日本における石油、ガスなどのパイプライン輸送は、土地の所有権が細分化されている上に地価が高いこと、起伏が多い地形や地震などの理由から採算が合わず少なかったが、天然ガスの分野では石油資源開発(JAPEX)が精力的にパイプラインを敷設した。JAPEXの総延長は2012年2月現在、苫小牧市〜小樽市、新潟市〜仙台市、白石市〜郡山市の間など総延長826kmにも及ぶ。

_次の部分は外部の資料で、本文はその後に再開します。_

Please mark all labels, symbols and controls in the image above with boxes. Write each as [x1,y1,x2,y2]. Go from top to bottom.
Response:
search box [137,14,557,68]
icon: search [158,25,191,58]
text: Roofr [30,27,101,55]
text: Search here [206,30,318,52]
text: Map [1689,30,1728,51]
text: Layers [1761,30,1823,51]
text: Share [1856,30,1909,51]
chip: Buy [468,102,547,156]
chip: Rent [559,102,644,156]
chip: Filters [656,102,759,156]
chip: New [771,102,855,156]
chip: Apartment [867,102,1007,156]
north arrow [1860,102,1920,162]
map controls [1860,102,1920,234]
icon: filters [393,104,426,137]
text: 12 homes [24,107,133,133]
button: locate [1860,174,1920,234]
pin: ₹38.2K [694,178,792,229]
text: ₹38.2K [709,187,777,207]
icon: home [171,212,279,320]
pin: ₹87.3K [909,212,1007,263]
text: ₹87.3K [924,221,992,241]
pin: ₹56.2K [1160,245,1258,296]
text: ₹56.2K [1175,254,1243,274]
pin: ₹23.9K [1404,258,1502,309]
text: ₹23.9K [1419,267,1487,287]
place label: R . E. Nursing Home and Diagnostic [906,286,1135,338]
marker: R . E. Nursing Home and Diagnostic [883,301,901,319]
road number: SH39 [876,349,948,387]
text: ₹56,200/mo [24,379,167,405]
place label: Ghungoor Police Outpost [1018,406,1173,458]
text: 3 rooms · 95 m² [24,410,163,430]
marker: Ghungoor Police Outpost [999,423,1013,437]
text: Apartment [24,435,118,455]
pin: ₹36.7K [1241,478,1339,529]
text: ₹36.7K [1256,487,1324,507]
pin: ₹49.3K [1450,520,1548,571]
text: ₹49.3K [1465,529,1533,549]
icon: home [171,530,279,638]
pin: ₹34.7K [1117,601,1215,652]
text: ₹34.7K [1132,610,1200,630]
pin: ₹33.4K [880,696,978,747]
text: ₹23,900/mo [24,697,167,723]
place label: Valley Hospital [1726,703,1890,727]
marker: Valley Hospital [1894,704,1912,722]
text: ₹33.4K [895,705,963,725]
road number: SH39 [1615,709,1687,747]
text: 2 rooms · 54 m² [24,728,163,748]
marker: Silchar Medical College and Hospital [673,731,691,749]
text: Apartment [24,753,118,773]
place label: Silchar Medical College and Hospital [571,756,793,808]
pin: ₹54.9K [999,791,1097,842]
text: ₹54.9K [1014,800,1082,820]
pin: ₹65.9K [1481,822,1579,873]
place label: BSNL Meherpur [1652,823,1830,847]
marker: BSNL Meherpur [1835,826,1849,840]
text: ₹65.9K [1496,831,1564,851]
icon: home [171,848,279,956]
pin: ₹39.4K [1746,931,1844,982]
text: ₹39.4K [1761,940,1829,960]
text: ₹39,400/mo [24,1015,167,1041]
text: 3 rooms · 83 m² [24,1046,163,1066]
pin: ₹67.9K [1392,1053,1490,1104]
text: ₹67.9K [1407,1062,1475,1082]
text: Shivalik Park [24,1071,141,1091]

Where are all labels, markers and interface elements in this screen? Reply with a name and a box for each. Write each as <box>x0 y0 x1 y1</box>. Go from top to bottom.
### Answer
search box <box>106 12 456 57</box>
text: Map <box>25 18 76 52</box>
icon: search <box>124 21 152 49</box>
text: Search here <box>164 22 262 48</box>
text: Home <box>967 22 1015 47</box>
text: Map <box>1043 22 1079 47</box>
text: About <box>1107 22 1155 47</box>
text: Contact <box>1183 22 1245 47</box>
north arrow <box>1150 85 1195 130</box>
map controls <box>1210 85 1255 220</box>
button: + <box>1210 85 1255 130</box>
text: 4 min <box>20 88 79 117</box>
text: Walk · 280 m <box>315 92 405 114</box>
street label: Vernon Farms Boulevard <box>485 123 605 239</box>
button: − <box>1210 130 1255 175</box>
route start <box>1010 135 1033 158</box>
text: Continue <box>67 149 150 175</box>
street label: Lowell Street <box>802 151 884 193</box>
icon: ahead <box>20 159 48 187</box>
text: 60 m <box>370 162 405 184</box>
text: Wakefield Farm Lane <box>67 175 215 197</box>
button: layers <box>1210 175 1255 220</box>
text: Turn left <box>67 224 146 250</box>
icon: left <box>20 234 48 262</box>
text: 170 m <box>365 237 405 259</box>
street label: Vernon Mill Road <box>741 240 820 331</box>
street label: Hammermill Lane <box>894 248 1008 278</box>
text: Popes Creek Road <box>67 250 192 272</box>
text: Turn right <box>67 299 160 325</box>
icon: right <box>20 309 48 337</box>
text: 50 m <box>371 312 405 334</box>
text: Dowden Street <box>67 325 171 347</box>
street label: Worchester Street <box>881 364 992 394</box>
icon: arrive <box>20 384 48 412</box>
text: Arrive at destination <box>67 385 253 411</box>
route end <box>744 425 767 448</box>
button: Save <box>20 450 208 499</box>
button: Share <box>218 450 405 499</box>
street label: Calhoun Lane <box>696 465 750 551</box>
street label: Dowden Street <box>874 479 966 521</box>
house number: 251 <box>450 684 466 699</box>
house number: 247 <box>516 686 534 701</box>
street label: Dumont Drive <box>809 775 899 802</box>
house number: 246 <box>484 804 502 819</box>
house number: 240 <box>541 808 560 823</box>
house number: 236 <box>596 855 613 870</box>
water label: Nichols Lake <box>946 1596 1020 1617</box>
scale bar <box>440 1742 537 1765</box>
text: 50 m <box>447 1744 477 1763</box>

ロシアサハリン州沖で天然ガス田(サハリン1)の開発が進められている。この天然ガスの輸送には、ロシア〜日本間の大規模パイプラインの建設が検討されてきた。しかし、2004年11月に、開発の主体であるエクソンモービルは、中華人民共和国のエネルギー需要の伸びに目をつけ、日本向けのパイプライン輸送を白紙撤回する方針を固めた。2006年には全量が中華人民共和国へ輸出されることが決定し、計画は頓挫した。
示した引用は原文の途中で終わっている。